Semasa hidup, ia membidani dua lembaga yang berfokus pada HAM, KontraS dan Imparsial. Jabatan terakhirnya adalah Direktur Eksekutif Lembaga Pemantau HAM Indonesia, Imparsial.
Beberapa film dokumenter untuk memperingati tahun-tahun kepergian Munir pun telah dibuat dan diputar. Antara lain, "Bunga Dibakar" karya Ratrikala Bhre Aditya, "Garuda's Deadly Upgrade" hasil kerja sama antara Dateline (SBS TV Australia) dan Off Stream Productions, dan "His Story" diputar di Tugu Proklamasi, 2006.
Meninggal di Udara
Munir meninggal di usia muda, baru 38 tahun. Kala itu, Munir menumpangi Garuda Indonesia nomor penerbangan GA-974 menuju Amsterdam, Belanda. Ia meregang nyawa usai menenggak minuman yang sudah dicampur racun. Kematian Munir menyorot perhatian dunia, sayang sudah hampir dua dekade motif dan dalangnya tak terungkap.
Munir diduga dibunuh karena memegang data-data penting pelanggaran HAM berat hingga kampanye hitam pemilu 2004 yang akan dibawanya ke Belanda.

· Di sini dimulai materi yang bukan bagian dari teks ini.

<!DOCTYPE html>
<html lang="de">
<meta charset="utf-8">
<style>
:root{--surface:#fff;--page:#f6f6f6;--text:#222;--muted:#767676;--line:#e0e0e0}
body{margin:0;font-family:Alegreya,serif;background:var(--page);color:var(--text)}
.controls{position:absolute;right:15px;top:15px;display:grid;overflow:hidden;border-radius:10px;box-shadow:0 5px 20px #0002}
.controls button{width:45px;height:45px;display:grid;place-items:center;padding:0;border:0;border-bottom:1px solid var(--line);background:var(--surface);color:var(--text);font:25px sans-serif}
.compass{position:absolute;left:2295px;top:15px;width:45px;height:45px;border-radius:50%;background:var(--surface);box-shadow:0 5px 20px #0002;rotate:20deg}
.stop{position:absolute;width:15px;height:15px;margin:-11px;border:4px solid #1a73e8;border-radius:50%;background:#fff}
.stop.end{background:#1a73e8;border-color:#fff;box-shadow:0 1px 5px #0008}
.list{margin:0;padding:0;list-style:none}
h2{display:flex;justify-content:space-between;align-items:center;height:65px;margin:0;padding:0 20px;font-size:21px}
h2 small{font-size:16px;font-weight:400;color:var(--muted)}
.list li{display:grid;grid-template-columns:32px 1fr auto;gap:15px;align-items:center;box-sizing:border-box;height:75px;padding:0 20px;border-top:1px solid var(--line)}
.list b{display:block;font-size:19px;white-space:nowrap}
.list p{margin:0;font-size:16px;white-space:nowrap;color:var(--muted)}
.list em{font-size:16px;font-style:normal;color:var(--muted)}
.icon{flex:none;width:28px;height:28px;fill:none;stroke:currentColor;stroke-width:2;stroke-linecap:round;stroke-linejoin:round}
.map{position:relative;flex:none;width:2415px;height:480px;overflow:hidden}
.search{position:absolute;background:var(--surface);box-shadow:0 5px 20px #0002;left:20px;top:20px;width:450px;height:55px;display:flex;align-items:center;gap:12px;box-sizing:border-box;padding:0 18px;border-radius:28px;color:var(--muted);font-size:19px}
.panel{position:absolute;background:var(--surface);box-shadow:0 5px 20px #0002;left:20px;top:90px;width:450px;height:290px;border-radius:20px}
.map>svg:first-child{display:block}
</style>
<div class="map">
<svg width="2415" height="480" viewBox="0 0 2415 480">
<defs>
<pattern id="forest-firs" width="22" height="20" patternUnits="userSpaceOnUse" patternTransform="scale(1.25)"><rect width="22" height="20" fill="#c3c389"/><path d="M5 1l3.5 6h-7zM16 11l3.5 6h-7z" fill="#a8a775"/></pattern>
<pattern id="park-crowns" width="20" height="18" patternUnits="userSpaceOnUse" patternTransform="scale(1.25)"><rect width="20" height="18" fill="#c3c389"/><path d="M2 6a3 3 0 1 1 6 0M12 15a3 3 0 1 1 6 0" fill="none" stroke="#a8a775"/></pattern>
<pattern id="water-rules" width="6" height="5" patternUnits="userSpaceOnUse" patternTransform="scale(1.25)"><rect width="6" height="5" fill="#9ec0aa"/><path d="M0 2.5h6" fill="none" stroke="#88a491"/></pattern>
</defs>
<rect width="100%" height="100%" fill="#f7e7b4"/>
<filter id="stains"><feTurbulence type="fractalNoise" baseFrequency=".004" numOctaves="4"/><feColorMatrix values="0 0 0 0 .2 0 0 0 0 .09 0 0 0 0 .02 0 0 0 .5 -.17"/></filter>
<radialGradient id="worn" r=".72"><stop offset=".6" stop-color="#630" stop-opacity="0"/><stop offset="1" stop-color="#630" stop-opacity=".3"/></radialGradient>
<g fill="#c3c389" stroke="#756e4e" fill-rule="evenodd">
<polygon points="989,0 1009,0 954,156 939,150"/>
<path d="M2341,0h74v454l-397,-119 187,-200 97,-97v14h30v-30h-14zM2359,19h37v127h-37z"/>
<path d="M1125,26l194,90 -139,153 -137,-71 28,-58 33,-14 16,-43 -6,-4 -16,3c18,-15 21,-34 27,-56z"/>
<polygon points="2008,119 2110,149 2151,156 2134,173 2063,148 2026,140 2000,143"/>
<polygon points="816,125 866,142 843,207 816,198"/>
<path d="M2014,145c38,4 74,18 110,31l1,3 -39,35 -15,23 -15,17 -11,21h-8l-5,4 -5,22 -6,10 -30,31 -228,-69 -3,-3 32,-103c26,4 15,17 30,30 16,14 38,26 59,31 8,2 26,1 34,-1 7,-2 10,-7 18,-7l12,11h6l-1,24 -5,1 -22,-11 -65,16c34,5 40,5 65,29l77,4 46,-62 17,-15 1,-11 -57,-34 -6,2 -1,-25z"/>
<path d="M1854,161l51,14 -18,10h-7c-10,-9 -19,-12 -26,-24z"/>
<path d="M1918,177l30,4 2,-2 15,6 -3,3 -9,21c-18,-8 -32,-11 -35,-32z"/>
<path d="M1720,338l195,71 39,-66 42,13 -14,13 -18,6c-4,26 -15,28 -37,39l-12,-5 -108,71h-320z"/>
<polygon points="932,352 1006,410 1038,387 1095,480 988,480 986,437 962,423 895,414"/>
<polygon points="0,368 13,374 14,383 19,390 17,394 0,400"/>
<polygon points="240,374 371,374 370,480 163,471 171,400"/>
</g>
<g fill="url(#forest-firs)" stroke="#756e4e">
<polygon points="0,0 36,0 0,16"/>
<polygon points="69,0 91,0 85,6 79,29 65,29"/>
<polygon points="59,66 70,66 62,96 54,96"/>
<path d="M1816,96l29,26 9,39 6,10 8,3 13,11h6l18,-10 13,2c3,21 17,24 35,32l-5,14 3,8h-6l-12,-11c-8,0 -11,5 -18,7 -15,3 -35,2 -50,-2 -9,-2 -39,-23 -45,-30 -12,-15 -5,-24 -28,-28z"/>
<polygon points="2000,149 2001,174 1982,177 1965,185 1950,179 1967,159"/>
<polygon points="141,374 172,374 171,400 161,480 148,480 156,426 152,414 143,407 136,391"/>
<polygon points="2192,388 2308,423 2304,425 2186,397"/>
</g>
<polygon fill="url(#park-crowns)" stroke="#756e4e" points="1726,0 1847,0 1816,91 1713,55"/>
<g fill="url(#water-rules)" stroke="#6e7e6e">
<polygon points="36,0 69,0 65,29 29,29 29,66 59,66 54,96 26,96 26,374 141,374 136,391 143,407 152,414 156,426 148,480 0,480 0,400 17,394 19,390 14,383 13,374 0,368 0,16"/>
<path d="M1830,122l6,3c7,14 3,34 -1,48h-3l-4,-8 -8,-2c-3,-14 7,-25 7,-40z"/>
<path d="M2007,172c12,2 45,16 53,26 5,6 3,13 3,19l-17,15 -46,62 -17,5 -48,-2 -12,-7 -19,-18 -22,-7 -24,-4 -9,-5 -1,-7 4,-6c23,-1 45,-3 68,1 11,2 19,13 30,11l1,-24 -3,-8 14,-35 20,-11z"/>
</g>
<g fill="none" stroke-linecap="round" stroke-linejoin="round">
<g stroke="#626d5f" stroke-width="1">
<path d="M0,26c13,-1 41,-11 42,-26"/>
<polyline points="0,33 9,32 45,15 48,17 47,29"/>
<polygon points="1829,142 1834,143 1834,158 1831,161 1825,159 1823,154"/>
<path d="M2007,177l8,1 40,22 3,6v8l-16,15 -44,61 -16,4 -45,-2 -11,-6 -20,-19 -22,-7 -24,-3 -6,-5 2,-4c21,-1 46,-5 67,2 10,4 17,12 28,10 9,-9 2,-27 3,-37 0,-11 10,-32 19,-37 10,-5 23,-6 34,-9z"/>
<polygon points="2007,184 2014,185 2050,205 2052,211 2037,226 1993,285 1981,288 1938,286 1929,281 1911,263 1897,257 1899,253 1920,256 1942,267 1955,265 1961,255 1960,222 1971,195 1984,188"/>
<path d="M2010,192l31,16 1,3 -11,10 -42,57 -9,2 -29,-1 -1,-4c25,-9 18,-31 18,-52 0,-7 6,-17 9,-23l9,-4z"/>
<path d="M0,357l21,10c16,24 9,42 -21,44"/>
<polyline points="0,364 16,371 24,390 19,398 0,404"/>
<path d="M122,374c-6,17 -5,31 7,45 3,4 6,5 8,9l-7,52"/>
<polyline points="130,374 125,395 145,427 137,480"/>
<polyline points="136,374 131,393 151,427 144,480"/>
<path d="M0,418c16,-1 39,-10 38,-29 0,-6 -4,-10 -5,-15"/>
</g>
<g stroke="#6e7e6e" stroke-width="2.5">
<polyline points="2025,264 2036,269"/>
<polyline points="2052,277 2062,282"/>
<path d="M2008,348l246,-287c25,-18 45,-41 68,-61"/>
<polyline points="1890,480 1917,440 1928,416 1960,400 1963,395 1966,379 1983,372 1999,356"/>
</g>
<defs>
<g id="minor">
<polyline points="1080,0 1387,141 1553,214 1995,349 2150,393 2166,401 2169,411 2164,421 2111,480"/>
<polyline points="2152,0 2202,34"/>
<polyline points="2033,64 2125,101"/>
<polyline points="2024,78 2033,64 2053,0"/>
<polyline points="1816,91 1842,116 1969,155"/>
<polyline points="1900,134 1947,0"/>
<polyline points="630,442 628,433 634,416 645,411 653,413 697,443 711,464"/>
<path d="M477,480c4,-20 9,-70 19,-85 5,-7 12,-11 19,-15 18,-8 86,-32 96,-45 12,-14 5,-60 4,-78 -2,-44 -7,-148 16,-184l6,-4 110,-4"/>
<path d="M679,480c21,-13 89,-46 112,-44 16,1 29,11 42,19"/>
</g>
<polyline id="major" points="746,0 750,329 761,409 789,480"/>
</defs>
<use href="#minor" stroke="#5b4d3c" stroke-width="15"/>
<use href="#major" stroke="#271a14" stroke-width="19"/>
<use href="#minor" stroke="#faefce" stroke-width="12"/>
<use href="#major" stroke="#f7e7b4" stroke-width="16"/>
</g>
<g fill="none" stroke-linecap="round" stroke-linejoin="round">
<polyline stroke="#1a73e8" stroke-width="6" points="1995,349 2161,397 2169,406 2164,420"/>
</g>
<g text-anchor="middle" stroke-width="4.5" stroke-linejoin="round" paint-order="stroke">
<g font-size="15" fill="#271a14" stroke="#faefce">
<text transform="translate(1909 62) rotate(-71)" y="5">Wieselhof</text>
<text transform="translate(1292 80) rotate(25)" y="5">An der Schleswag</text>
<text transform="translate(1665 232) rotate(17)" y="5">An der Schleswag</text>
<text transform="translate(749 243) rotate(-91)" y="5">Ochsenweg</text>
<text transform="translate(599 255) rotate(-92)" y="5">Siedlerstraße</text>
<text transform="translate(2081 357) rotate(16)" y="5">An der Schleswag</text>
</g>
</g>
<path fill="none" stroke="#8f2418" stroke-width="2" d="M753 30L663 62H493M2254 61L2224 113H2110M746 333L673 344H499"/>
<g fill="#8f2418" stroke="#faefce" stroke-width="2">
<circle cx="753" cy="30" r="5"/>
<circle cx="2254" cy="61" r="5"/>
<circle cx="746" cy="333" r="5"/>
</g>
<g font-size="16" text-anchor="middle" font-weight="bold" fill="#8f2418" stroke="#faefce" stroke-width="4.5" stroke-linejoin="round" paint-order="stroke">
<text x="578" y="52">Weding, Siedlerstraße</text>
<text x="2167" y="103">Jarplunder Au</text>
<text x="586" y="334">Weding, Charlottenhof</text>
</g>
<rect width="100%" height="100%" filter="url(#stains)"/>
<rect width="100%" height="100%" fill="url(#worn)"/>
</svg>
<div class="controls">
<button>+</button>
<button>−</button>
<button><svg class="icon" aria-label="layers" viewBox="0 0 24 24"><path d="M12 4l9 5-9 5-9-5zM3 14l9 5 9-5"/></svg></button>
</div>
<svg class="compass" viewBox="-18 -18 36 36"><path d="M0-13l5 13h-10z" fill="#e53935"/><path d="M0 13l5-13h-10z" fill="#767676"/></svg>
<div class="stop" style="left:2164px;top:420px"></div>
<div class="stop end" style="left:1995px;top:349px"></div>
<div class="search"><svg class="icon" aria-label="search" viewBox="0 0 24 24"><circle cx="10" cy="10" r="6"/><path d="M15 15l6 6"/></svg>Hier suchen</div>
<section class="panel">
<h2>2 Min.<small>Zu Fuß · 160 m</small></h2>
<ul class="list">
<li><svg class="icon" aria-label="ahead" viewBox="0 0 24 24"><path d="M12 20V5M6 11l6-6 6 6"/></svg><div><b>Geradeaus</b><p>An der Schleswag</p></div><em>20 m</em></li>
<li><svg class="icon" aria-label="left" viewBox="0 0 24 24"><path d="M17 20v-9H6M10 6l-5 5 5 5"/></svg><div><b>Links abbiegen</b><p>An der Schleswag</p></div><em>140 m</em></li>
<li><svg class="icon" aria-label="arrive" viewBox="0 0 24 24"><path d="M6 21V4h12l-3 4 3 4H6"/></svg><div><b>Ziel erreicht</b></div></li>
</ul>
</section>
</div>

Munir memang terkenal sebagai aktivis yang konsisten memperjuangkan HAM, berani bersuara lantang menentang penindasan oleh penguasa.
Meski desakannya dari berbagai elemen, negara belum sepenuhnya serius menuntaskan kasus Munir. Pengadilan yang telah digelar seolah belum bisa mengungkap awan tebal yang melingkupi kasus ini. Siapa yang paling bertanggungjawab atas kematian Munir masih teka-teki.